- EXERCISE PROMPT
A single stretch of the material below is to be transcribed exactly, starting at the line with "M 1038,416 L" and ending after the line with "M 794,491 L".

- RECORDS FOR THIS EXERCISE
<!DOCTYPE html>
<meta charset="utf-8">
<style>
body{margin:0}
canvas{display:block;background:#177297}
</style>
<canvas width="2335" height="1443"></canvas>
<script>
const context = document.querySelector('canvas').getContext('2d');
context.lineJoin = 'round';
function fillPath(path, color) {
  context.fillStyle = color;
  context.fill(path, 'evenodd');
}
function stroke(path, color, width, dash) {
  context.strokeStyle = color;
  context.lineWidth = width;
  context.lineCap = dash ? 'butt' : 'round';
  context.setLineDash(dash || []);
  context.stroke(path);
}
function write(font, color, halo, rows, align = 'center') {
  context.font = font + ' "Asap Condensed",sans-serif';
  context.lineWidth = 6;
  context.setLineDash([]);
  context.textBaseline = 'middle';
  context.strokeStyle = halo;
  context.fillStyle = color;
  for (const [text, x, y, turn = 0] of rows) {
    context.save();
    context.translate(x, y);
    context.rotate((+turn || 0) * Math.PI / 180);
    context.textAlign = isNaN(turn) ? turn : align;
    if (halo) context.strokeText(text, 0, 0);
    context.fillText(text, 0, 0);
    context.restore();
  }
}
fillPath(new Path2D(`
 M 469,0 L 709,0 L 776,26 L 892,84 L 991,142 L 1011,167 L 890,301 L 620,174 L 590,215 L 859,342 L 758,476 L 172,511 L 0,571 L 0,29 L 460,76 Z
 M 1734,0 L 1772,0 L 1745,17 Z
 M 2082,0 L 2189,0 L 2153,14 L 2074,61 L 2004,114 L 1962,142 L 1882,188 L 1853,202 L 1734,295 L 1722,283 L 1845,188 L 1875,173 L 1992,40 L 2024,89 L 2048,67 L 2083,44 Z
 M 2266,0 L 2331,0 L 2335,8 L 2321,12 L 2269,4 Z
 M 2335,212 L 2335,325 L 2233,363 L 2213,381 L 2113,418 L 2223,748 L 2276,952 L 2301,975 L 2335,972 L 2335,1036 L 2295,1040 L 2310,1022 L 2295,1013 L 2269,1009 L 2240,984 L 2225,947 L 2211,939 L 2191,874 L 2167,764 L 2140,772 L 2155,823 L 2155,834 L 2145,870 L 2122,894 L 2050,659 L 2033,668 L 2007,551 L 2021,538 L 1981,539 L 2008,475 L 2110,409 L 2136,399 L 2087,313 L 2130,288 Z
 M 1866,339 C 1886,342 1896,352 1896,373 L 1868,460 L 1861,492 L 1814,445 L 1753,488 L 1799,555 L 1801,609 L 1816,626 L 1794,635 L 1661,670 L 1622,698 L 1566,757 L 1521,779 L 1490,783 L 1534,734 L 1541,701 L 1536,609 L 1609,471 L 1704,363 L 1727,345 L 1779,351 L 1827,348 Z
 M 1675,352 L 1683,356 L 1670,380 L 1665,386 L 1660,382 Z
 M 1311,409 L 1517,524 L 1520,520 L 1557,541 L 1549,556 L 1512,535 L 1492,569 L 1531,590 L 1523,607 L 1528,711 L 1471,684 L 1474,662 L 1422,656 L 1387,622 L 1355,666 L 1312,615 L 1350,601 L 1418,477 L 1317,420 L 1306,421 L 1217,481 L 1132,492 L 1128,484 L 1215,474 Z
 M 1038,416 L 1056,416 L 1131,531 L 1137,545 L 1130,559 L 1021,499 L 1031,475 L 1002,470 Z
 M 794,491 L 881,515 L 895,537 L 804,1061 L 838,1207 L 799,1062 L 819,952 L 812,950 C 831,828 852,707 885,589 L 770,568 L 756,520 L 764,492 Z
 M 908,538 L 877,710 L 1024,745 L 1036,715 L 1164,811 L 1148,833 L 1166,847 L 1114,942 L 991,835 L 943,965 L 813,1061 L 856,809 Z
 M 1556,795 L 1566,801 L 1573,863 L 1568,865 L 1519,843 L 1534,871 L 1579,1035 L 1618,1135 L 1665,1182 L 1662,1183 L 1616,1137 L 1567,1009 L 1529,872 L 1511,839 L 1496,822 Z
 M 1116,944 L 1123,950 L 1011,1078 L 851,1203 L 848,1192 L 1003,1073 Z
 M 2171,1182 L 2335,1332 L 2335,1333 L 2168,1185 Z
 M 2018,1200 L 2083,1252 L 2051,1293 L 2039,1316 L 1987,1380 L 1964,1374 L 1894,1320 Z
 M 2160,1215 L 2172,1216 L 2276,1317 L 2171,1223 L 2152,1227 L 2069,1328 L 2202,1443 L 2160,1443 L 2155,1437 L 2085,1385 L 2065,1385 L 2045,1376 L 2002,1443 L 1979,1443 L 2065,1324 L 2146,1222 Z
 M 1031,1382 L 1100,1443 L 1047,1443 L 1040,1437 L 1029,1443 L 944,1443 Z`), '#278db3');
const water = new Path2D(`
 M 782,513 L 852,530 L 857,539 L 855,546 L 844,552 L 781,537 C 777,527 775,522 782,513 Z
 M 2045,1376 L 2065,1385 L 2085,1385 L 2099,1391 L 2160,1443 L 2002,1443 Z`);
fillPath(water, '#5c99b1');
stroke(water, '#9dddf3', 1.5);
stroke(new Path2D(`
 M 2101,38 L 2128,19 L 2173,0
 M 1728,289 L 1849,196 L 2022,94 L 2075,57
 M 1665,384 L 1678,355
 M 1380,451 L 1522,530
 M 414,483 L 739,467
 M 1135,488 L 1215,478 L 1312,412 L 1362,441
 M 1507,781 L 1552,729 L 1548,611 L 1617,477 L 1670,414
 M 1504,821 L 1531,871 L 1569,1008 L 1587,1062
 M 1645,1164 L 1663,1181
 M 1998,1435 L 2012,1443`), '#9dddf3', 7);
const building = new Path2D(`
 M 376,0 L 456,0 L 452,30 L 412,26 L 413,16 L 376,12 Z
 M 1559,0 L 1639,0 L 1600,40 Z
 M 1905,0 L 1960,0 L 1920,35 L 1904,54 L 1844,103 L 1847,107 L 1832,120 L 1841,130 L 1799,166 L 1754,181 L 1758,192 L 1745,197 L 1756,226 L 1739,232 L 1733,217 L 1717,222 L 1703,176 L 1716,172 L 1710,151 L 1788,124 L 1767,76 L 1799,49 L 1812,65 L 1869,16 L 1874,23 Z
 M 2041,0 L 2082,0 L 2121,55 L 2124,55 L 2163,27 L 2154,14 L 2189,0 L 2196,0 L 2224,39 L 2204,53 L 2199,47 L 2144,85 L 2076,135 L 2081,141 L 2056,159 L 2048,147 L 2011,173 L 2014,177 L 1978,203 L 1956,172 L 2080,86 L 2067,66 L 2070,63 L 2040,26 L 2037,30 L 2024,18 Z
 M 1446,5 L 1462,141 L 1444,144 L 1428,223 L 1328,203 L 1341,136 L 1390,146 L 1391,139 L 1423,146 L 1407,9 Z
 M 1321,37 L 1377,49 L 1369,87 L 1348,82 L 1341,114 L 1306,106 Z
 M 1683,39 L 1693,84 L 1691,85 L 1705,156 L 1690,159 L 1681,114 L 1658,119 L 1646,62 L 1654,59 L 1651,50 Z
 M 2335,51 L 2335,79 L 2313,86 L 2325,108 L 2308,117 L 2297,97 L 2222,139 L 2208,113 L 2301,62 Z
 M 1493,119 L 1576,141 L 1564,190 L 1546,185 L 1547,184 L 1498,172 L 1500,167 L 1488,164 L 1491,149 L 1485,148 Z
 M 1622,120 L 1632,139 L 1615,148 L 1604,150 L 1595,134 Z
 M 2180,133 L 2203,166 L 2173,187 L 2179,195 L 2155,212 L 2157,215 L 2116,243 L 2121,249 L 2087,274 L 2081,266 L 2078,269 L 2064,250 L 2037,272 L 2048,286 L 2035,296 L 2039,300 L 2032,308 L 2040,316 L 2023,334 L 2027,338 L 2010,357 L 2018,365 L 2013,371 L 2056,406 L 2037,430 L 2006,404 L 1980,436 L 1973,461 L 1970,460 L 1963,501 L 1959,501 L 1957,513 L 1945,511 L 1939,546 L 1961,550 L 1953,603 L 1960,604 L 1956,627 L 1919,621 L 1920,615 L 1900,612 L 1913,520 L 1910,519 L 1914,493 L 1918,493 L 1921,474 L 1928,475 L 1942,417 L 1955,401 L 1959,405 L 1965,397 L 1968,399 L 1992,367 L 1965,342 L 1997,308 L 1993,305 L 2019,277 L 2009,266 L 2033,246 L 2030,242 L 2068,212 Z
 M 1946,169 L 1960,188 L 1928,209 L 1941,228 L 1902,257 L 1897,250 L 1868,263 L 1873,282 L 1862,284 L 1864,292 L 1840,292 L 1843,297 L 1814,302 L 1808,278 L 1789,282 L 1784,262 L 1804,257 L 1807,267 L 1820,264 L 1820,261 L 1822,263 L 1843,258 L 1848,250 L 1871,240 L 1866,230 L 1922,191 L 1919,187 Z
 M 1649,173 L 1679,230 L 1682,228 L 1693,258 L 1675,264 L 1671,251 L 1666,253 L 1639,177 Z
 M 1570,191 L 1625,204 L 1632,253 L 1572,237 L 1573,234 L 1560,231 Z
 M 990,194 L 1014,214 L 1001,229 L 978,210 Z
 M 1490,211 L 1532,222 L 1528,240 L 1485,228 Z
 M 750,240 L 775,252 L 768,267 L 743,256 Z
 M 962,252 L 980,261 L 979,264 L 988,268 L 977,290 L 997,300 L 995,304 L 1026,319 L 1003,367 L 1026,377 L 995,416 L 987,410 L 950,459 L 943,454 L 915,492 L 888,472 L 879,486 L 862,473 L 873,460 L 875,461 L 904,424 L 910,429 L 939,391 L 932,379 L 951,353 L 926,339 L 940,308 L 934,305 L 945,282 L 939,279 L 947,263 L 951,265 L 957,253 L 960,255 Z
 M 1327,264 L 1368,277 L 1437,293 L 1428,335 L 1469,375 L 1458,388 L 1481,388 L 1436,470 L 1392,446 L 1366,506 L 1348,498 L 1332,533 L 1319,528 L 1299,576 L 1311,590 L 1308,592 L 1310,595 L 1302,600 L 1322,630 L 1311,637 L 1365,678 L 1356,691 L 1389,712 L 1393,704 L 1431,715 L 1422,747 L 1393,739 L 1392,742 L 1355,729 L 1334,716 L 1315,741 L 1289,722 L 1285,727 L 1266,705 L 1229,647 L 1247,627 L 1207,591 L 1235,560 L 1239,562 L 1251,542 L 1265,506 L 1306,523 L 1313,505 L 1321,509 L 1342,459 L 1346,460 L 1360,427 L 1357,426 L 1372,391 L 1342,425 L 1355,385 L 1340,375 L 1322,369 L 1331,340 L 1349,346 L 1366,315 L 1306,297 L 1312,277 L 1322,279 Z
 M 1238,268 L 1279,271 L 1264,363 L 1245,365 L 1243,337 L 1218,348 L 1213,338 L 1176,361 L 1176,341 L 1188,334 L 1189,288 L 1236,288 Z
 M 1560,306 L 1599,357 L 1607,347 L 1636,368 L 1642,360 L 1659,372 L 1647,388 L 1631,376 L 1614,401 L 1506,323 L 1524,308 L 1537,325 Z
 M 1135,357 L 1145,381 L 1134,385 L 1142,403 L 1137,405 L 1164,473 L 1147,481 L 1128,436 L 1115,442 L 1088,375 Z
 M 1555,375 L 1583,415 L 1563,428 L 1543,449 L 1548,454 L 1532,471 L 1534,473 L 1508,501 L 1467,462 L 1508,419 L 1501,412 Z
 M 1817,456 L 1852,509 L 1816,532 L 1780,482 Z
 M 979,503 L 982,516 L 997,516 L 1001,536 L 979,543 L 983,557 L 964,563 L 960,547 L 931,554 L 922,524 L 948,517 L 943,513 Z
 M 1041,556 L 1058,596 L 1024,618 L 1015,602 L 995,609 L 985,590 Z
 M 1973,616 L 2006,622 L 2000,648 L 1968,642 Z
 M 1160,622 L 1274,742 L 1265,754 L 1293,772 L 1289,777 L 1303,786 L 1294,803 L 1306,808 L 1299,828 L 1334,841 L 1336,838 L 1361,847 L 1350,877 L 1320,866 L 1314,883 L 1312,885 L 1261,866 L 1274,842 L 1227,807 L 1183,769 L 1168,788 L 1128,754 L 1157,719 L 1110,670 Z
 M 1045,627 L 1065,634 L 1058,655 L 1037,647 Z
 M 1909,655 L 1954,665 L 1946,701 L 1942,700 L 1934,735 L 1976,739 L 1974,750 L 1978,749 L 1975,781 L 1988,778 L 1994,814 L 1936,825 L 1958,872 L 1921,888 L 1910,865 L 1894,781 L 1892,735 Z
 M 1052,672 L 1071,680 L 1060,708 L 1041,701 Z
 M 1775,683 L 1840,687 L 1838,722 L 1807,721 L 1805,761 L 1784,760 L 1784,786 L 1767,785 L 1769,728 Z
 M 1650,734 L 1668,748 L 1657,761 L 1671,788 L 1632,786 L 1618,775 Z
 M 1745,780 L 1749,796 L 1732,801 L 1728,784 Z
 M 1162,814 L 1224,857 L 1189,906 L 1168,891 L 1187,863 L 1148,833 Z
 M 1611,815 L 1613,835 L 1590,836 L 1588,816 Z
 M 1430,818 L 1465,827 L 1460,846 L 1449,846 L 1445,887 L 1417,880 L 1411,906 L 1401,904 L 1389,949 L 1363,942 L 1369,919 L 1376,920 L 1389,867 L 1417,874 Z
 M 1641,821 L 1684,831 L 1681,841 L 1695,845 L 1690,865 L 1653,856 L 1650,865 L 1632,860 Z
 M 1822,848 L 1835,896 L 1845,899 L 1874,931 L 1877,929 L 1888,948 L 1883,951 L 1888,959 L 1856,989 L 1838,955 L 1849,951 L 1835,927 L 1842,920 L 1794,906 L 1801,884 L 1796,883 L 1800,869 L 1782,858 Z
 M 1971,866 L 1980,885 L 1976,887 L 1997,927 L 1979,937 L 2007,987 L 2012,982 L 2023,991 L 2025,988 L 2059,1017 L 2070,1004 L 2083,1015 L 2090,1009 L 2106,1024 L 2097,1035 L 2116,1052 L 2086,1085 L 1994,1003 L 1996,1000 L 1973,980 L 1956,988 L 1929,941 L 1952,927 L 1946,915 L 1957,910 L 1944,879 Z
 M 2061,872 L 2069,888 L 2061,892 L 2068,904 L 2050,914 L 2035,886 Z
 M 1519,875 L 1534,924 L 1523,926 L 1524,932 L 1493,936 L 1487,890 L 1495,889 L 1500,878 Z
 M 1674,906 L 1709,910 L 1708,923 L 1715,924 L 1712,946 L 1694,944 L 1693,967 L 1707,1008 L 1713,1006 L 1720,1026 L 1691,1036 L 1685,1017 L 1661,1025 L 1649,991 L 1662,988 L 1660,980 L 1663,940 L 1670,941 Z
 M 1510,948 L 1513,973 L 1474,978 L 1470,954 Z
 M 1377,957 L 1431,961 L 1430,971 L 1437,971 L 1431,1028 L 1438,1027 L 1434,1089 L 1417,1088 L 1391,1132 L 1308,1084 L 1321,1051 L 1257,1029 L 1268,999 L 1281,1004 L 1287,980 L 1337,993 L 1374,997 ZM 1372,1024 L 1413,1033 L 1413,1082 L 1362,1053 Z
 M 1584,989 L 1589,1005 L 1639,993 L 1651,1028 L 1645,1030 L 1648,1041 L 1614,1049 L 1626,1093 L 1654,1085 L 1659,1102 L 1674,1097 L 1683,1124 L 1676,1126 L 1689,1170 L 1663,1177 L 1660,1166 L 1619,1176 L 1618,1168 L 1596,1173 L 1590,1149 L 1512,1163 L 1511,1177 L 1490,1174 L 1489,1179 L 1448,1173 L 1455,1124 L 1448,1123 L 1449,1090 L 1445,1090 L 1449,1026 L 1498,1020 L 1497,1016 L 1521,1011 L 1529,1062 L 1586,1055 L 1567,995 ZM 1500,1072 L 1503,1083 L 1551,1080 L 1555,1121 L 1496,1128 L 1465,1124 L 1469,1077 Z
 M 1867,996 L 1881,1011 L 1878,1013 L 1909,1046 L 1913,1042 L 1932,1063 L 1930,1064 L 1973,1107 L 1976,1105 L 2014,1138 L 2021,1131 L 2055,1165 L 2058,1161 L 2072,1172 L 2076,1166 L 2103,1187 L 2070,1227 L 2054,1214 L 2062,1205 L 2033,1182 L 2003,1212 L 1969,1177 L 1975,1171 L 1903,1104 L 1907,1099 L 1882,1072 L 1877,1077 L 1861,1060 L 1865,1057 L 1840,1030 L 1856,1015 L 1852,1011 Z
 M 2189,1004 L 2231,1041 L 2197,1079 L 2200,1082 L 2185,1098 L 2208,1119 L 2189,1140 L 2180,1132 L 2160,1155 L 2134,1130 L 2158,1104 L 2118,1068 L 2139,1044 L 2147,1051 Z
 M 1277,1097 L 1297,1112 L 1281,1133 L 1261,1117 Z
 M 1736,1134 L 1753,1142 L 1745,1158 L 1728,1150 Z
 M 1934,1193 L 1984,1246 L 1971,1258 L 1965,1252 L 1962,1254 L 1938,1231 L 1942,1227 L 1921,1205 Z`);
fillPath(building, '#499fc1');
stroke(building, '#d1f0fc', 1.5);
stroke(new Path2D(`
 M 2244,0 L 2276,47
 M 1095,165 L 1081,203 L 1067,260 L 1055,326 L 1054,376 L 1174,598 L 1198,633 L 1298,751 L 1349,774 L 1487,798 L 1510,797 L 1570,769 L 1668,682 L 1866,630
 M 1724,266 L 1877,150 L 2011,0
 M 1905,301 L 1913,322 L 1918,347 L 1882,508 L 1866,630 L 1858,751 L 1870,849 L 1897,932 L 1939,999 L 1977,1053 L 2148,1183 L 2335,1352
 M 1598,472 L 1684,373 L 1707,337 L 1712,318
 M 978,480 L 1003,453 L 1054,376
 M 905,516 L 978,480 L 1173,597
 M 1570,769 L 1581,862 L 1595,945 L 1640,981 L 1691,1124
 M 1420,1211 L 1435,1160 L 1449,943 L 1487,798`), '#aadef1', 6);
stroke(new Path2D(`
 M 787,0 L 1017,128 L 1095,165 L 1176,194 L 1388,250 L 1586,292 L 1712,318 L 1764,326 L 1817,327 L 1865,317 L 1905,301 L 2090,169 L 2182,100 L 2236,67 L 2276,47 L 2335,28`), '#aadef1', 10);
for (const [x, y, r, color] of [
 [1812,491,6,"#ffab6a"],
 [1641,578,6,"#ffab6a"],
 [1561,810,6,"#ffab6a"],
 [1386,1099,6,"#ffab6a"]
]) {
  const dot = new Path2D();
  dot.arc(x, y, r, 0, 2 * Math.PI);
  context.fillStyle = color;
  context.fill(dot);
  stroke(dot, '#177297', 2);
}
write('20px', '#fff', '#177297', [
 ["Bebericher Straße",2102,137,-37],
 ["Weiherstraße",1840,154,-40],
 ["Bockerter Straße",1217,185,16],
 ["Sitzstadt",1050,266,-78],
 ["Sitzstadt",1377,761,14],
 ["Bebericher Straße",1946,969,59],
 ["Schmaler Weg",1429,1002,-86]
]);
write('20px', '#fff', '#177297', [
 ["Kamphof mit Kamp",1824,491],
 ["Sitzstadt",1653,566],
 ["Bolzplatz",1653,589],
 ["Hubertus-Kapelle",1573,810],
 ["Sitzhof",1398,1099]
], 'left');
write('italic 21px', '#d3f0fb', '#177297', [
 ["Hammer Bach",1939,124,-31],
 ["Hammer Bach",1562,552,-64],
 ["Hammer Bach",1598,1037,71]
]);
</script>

- WRITTEN SOLUTION
 M 1038,416 L 1056,416 L 1131,531 L 1137,545 L 1130,559 L 1021,499 L 1031,475 L 1002,470 Z
 M 794,491 L 881,515 L 895,537 L 804,1061 L 838,1207 L 799,1062 L 819,952 L 812,950 C 831,828 852,707 885,589 L 770,568 L 756,520 L 764,492 Z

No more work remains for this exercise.